This demo is geared towards the use of riak. The sample code can easily be adapted to other databases, assuming they can use Javascript/JSON. The sample data should be excellent for testing any Map/Reduce framework.
NoSQL MapReduce Demonstration

Author: Scott Gonyea, me(at)sgonyea(com)
Twitter: @acts_as
IRC: acts_as in #riak
Copyright: 2010
License: See Source Code and Sample Data Attribution Sections. Where not specified: MIT License.
Release Date: 2010-07-03


This project was created to highlight a few of the use-cases for MapReduce, with the riak key/value store being used for demonstration. That said; this data, the demonstrated concepts, and even some of the code, should prove to be both portable and useful, as you explore various MapReduce implementations.
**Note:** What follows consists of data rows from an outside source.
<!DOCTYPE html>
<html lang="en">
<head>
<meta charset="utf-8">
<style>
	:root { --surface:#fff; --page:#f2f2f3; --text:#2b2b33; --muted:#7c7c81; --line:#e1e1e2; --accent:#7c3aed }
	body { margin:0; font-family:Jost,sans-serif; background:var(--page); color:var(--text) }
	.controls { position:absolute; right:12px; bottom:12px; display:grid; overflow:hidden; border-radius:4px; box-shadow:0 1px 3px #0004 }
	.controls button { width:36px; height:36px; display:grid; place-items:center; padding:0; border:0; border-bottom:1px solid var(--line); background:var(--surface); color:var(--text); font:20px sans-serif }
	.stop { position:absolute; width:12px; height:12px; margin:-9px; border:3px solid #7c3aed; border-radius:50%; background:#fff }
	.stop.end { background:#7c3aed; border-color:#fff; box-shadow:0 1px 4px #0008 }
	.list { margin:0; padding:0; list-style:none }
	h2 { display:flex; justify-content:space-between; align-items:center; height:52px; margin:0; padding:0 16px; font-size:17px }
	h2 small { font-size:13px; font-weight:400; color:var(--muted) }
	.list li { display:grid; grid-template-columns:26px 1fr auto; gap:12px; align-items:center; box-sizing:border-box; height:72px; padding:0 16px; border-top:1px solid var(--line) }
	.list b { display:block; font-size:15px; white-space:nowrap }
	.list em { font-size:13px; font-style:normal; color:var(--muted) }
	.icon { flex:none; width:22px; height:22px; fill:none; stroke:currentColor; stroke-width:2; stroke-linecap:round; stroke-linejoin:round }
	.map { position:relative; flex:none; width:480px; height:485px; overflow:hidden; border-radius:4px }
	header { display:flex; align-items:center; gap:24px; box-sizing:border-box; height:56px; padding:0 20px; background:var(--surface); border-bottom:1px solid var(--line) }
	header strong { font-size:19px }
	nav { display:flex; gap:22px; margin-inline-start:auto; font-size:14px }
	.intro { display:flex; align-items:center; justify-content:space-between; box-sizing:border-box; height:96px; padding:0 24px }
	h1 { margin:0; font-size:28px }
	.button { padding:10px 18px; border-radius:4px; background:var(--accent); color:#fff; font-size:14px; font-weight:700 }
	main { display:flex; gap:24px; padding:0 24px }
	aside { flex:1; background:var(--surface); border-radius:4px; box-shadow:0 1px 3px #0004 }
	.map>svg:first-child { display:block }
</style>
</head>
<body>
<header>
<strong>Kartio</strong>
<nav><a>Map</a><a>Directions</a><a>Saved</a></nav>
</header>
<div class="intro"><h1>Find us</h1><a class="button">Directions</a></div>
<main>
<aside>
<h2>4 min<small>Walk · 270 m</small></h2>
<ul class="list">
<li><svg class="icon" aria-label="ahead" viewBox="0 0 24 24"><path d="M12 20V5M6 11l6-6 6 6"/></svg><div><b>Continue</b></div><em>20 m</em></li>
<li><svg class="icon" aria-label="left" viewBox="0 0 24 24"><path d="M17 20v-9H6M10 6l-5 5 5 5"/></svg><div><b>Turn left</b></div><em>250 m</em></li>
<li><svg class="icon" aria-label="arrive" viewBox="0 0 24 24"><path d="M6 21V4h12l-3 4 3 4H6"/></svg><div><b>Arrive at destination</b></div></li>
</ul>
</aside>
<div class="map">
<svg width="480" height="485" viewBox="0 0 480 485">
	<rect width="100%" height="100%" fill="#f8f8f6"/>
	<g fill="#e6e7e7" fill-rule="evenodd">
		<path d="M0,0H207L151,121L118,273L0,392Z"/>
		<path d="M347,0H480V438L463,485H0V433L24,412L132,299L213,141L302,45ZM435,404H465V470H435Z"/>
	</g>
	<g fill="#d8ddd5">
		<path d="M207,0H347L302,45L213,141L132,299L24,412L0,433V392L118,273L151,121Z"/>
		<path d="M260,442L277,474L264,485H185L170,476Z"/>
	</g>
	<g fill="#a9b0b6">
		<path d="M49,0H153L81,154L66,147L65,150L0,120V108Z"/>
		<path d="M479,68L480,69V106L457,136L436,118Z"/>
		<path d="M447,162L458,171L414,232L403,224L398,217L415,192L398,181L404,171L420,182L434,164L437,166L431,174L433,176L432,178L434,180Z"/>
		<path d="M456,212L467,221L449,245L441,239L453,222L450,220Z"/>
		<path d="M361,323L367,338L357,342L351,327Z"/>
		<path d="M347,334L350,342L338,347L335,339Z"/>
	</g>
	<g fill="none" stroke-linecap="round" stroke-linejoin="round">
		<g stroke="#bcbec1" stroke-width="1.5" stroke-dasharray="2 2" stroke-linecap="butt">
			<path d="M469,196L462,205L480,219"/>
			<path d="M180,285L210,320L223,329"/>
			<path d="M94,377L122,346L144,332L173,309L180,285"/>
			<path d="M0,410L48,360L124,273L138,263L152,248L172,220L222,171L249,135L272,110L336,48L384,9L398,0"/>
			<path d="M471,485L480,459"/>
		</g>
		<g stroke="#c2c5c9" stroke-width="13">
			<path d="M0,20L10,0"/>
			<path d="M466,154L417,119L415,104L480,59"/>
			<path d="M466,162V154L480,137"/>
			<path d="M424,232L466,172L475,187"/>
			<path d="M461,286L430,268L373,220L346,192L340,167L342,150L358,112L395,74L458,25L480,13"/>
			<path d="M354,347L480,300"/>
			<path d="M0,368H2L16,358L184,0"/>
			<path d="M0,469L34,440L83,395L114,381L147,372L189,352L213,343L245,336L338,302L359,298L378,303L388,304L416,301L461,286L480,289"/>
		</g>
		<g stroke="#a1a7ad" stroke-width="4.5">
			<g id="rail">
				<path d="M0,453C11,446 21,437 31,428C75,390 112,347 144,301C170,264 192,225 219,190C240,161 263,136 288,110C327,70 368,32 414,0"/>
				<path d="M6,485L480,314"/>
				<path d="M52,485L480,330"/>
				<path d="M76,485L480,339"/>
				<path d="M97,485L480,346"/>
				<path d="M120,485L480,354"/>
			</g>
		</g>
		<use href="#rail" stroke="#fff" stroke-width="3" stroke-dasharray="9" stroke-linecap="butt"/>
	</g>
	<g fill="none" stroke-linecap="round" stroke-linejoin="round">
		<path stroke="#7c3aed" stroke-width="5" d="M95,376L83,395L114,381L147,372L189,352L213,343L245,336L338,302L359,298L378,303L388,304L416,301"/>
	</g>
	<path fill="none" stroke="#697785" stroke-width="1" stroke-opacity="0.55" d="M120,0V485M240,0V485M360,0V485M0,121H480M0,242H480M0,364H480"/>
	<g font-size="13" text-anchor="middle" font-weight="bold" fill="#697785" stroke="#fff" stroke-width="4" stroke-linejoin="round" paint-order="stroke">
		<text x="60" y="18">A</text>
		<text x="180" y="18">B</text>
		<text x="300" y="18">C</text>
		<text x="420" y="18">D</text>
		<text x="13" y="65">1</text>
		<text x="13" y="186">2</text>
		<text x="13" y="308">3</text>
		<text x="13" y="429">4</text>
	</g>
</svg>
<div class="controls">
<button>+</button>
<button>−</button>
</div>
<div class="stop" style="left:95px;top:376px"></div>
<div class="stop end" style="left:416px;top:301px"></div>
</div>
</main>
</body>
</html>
This project's data and source code will be used in my presentation at the LA Ruby Meetup (July 2010). I hope you find it useful! I appreciate any and all feedback.

Sample Data Attribution

Project: mrtoolkit
File: raw-logs
Author: Charles Hayden
License: GPLv3

Project: IP to Country
File: geo-ip
Author: Webnet77
License: Click for Author's Message (GPLv3)

Project: Windy City DB
File: Windy-City-DB-Dataset
Author: Stack Overflow
License: Click for Author's Message (Creative Commons)

Source Code Attribution


  • riak (to use the source code without modification)
  • curl
  • ruby 1.9.1 (not tested on anything else)
  • gem: rake
  • gem: riak-client (officially supported by Basho)


Please see the respective files for the various chunks of sample data. They include instructions on how to load the data into riak, as well as various MapReduce functions. You may also look at the included Keynote presentation (+pdf) to see what all is highlighted by myself.